Thoughts on Right-Left Bias in response to Jenna's response to Sarah.

(this got pretty long so I thought i'd post it on the main page)

This issue should yield insight on the nature vs. nurture question. I didn't know exactly where to look, and I'm sure Elizabeth would have the answers, but until then: I found this abstract of a study done on french vs. tunisian children (who write from right to left in arabic). It doesn't address the issue of a gestalt tendency, or the phenomenon of asymmetry in adults, but tests for ipsilateral bias in line bisection (the tendency to mistakenly identify a midpoint to either the right or left side of a line or circle), clockwise direction in circle drawing, and something called "outward tendency for horizontal displacement in dot filling" which I'm afraid I don't understand.

http://www.informaworld.com/smpp/content~db=all~content=a713754473

The study found a bias in children after the age of 7-9 (those who have learned to read) paralleling the directional movement of written text.

That may or may not prove anything about the idea "anisotropy of physical space" on a horizontal axis as presented in chapter 1. Written script can move from right to left, from left to right, from top to bottom, and even from bottom to top (I'm not sure if any culture has developed bottom-up writing organically, but I know that Labanotation, the system developed to notate dance and movement, starts at the bottom of the page and moves upwarddddlllllly)

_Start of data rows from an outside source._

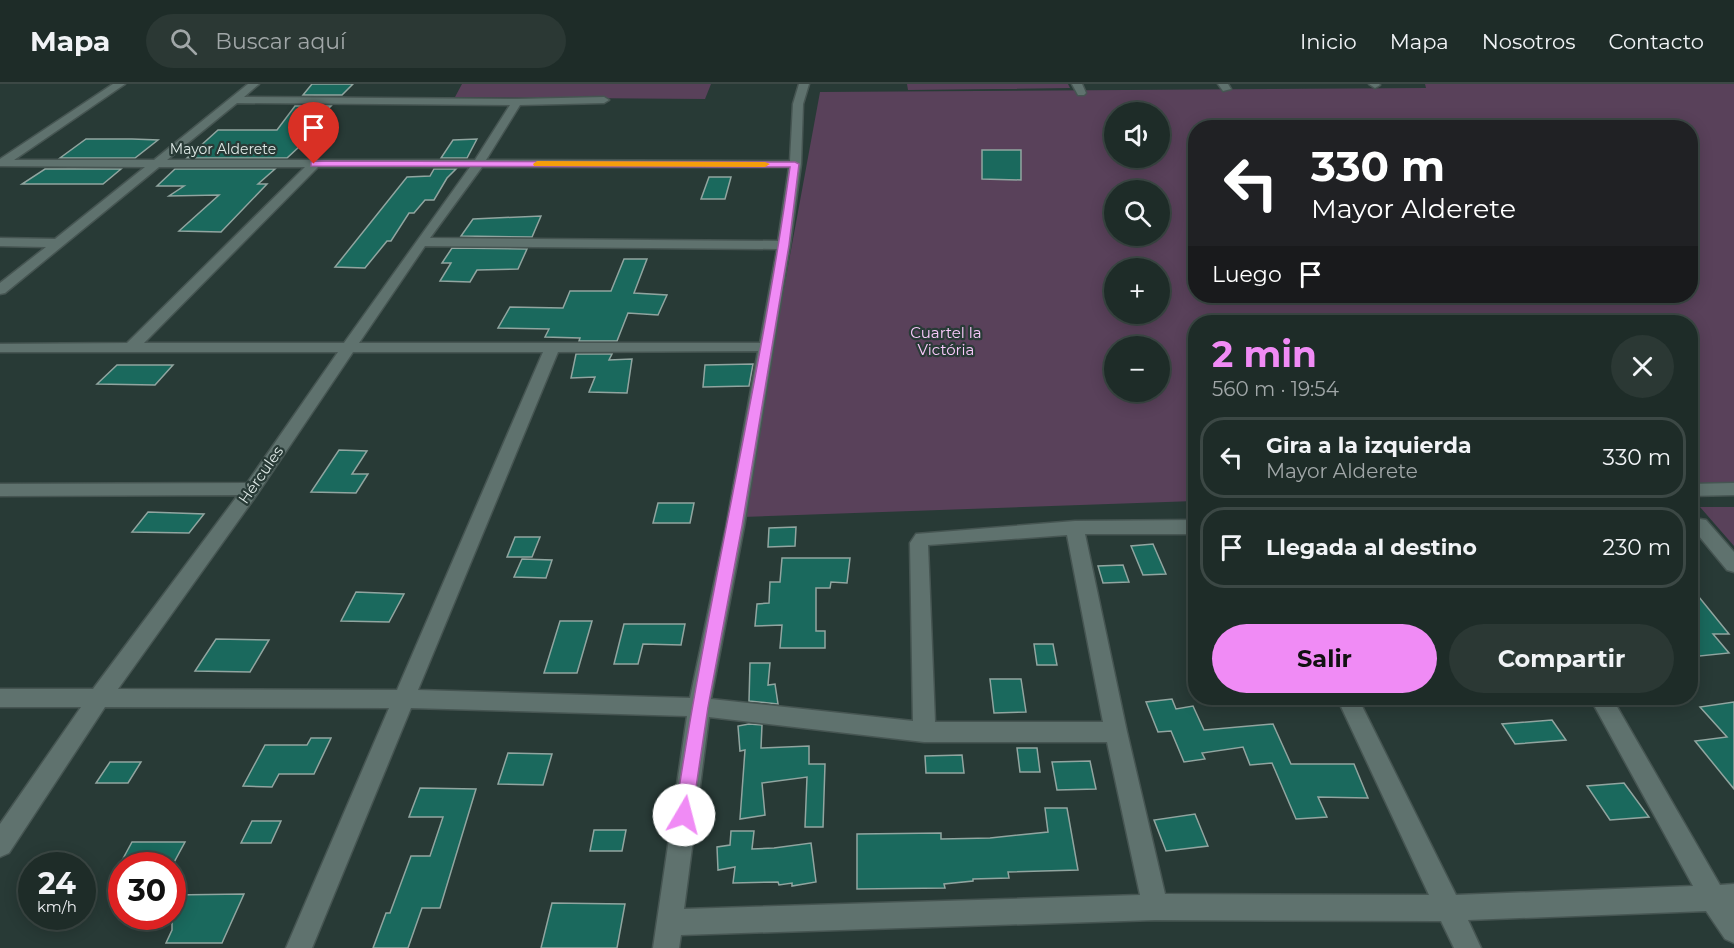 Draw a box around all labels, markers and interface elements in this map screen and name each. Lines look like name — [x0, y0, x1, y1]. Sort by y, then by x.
search box — [146, 14, 566, 68]
text: Mapa — [30, 24, 110, 58]
icon: search — [167, 25, 200, 58]
text: Buscar aquí — [215, 28, 346, 55]
text: Inicio — [1300, 29, 1357, 54]
text: Mapa — [1390, 29, 1449, 54]
text: Nosotros — [1482, 29, 1575, 54]
text: Contacto — [1608, 29, 1704, 54]
pin — [288, 102, 339, 164]
map controls — [1104, 102, 1170, 402]
button: sound — [1104, 102, 1170, 168]
icon: arrive — [297, 111, 330, 144]
street label: Mayor Alderete — [170, 140, 276, 158]
text: 330 m — [1311, 140, 1445, 192]
icon: left — [1212, 144, 1290, 222]
button: search — [1104, 180, 1170, 246]
text: Mayor Alderete — [1311, 192, 1516, 225]
button: + — [1104, 258, 1170, 324]
icon: arrive — [1294, 258, 1327, 291]
text: Luego — [1212, 261, 1282, 288]
park label: Cuartel la Victória — [910, 323, 982, 359]
text: 2 min — [1212, 332, 1317, 376]
button: close — [1611, 335, 1674, 398]
button: − — [1104, 336, 1170, 402]
text: 560 m · 19:54 — [1212, 377, 1339, 401]
text: Gira a la izquierda — [1266, 432, 1472, 459]
icon: left — [1215, 441, 1248, 474]
street label: Hércules — [234, 442, 287, 507]
text: 330 m — [1603, 444, 1671, 471]
text: Mayor Alderete — [1266, 459, 1418, 483]
icon: arrive — [1215, 531, 1248, 564]
text: Llegada al destino — [1266, 534, 1477, 561]
text: 230 m — [1602, 534, 1671, 561]
button: Salir — [1212, 624, 1437, 693]
button: Compartir — [1449, 624, 1674, 693]
position arrow — [652, 783, 716, 847]
speed limit sign: 30 — [108, 852, 186, 930]
text: 24 — [38, 865, 76, 902]
text: km/h — [37, 897, 77, 916]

On the other hand, the hands of a clock will always move counterclockwise, in order to mirror the direction of movement on the shadow of a sundial as the sun moves from east to west. For readers of a left-to-right alphabet (or I should say for people who experience a left-to-right anisotropy and I don't know if I'm using that word correctly) the hands of the clock would seem to be moving in accordance with a "natural flow.' Which would mean that someone who experienced a right-to-left anisotropy experiences the hands of the clock as having to overcome resistance as they moved "against a natural flow." This is at odds with our inherent understanding of time as a force which moves effortlessly from past to future. It seems unlikely that an opposite conception of time could develop organically. Which implies that in certain right-to-left cultures, a standard clock would be seen as out of sync with the movement of time itself. And so thank God for the digital watch.

Before leaving the analog clock: clockwise movement contains both a fall from top to bottom (12:00 to 6:00) and an ascendance from bottom to top (6:00 to 12:00). I'm not sure how to synthesize the idea of monodirectional movement around a circumference with the idea of a top/bottom anisotropy (again not sure if I'm using that word correctly). The momentum generated by circular movement makes the 6:00 to 12:00 motion less burdensome than a vertical lift.

Top to bottom is a non-cultural bias, as it incorporates our awareness of gravity (a counterexample would have to come from a culture which had developed in a weightless environment, such as those which are the future of space space space travel). Horizontal bias seems to have both cultural and non-cultural origins, and it'd be fun to get specific about what exactly influences what.

An interesting example from the world of conceptual thought: if you imagine a river flowing down-hill, you will almost certainly picture it moving from left to right.

Second to last thought: the sun always moves from what we call east to what we call west. In our culture we conceptualize this trajectory as movement from left to right, but this is a map-making convention. A right-to-left-reading person could view the sun's east-to-west trajectory as movement from right-to-left. Note that according to the windroses on our culturally biased MAPS, which place west to the left and east to the right, the sun actually moves in the OPPOSITE direction of our written text. A reader of arabic or hebrew could derive comfort from such a map, as he or she could conceive of script as moving in the same direction as the sun. Alas, for similar consolation, a reader of english would have to move to the southern hemisphere, and flip his or her atlas upside down.

Last thought: It seems like it would be worthwhile, if it were possible, to study composition and directional movement in the art of those cultures that had not yet developed a written alphabet.